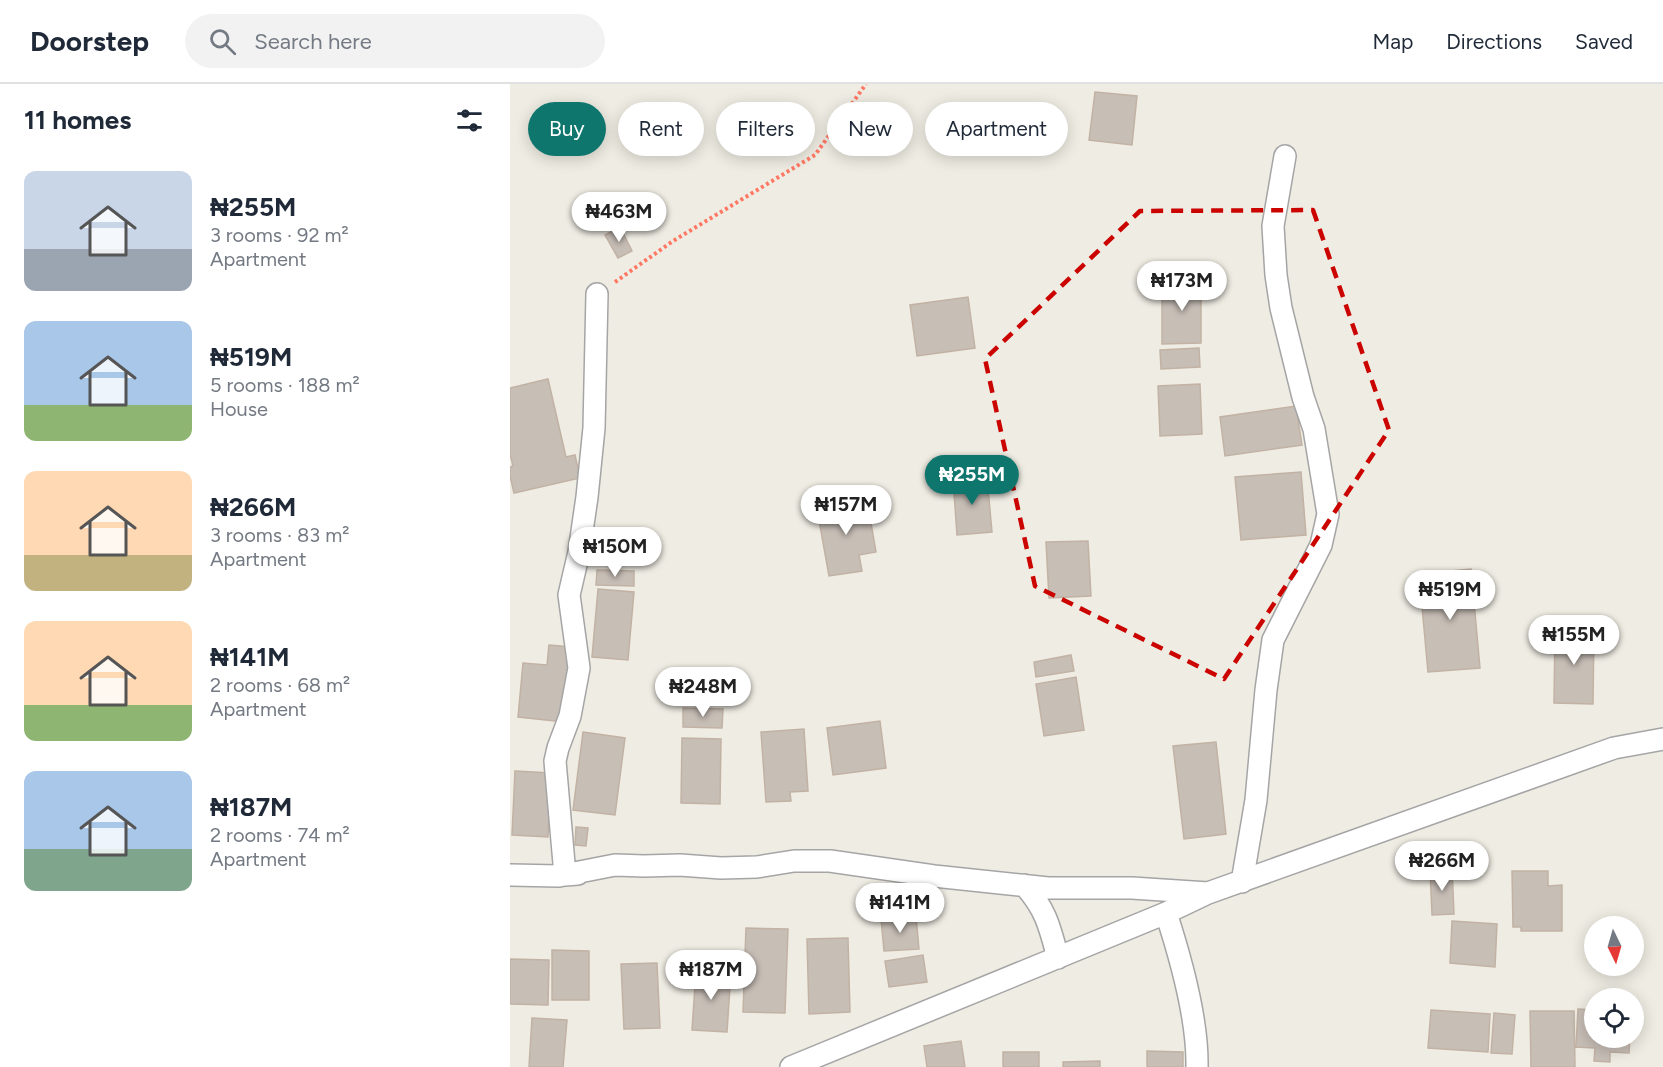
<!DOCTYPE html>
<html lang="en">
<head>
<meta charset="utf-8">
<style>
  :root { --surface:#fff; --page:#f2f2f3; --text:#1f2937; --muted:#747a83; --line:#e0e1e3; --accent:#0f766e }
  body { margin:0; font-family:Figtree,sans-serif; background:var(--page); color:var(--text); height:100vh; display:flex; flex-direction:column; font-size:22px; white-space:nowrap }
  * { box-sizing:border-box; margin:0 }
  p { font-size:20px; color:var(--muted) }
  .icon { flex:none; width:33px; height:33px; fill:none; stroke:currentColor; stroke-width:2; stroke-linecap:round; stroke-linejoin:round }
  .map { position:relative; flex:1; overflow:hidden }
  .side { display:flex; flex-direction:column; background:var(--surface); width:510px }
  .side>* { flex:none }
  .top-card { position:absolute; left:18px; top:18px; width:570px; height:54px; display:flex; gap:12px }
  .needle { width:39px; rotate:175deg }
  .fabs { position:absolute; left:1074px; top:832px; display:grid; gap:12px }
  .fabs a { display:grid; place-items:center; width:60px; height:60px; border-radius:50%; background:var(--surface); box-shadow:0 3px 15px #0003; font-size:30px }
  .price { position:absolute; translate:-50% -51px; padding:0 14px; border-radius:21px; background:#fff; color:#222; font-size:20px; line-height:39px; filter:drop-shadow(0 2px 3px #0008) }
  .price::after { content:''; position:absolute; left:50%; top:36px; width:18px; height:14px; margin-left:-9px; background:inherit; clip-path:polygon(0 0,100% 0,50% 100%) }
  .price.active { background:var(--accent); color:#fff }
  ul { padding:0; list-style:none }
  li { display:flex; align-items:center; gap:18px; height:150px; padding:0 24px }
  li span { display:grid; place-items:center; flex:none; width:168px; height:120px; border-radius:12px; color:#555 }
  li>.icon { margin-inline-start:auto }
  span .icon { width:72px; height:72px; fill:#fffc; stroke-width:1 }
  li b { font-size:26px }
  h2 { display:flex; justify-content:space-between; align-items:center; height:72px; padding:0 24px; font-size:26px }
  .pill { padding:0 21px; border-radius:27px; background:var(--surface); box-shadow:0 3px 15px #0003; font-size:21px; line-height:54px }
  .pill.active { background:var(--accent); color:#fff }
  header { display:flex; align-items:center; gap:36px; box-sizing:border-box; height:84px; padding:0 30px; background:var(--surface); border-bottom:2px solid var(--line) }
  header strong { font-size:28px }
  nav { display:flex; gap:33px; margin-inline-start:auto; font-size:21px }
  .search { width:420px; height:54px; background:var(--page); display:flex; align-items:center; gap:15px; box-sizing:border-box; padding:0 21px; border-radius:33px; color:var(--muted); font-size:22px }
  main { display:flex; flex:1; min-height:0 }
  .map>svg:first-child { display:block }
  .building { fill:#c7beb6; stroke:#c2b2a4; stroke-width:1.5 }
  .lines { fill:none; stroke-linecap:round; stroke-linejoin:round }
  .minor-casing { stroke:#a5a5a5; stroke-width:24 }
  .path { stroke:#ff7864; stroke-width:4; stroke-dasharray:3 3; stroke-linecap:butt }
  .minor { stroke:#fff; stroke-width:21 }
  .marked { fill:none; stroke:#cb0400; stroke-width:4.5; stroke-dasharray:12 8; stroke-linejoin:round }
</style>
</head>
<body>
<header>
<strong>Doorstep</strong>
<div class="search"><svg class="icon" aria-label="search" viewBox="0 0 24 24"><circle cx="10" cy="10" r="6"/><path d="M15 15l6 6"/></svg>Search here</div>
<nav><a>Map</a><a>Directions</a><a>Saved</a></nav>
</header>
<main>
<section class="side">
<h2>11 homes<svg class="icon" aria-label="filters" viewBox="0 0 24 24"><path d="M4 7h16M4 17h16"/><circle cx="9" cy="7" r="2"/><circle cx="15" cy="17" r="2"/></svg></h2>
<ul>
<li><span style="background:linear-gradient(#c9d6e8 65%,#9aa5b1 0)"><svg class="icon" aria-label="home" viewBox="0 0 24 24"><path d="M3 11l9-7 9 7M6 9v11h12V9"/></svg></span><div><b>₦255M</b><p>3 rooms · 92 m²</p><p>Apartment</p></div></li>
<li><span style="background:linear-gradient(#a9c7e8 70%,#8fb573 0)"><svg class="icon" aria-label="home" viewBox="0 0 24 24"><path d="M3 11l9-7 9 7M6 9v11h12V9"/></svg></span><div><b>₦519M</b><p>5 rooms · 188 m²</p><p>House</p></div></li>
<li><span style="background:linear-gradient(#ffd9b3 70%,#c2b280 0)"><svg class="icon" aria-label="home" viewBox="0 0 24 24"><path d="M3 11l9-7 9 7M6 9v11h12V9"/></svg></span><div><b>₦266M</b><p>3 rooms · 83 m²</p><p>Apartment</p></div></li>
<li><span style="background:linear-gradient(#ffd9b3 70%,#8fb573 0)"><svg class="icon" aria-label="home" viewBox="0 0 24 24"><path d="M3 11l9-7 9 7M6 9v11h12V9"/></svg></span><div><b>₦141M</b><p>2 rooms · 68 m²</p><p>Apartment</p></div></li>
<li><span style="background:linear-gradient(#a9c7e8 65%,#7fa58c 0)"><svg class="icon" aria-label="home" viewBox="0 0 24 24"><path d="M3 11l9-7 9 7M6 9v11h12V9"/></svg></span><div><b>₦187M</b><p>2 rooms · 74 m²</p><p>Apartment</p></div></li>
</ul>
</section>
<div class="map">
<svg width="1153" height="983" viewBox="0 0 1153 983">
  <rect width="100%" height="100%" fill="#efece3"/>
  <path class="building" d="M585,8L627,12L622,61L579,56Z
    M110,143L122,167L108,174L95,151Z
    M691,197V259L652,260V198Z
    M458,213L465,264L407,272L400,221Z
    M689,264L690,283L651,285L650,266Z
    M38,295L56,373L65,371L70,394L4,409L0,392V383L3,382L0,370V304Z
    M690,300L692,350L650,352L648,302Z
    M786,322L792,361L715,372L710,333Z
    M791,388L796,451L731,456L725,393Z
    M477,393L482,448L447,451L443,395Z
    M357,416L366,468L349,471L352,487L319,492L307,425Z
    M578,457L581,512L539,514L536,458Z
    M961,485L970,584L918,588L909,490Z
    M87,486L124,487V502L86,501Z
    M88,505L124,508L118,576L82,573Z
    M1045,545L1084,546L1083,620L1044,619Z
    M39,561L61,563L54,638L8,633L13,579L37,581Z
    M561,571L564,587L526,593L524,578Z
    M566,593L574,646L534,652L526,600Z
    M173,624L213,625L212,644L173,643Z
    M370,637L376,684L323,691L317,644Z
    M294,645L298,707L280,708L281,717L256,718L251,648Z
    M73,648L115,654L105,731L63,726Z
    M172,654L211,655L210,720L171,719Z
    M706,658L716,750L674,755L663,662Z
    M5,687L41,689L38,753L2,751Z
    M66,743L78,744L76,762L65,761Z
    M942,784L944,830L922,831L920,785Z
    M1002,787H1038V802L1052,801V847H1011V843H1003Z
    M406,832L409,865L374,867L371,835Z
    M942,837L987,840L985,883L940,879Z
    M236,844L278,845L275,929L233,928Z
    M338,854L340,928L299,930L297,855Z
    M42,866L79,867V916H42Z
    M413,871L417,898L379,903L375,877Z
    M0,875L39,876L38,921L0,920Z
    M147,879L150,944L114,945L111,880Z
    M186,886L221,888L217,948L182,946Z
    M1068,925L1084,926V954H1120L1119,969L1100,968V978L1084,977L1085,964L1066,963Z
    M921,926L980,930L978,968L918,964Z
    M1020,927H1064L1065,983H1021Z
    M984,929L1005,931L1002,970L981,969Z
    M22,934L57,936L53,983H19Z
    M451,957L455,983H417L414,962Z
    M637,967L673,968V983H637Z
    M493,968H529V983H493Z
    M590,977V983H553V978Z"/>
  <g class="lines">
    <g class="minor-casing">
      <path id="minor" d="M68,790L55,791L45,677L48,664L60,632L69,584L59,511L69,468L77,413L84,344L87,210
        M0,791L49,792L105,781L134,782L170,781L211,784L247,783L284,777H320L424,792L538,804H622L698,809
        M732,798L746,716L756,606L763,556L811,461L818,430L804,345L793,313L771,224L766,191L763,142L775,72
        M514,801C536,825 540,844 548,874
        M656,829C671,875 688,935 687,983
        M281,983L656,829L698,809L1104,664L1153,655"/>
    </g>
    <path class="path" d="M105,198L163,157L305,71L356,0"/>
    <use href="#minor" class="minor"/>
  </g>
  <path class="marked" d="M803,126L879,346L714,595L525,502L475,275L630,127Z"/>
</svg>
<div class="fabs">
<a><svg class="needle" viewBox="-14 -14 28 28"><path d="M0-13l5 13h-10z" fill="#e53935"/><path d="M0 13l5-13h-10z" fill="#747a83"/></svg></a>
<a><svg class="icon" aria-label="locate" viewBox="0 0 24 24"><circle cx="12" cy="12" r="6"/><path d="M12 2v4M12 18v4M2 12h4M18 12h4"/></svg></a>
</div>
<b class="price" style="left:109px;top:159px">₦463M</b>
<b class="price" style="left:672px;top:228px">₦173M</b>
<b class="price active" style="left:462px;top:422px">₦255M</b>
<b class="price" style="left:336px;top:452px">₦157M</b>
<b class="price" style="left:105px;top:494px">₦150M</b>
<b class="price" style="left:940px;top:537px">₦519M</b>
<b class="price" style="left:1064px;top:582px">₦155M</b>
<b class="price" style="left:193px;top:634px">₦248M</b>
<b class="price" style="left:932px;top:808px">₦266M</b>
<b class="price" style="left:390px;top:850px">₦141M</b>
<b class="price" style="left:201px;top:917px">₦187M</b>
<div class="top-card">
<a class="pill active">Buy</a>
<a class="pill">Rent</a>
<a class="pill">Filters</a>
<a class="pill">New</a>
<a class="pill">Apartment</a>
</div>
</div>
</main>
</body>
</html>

########

Look through the records above and report how many lines hold the word "absolute", giving only the number.

4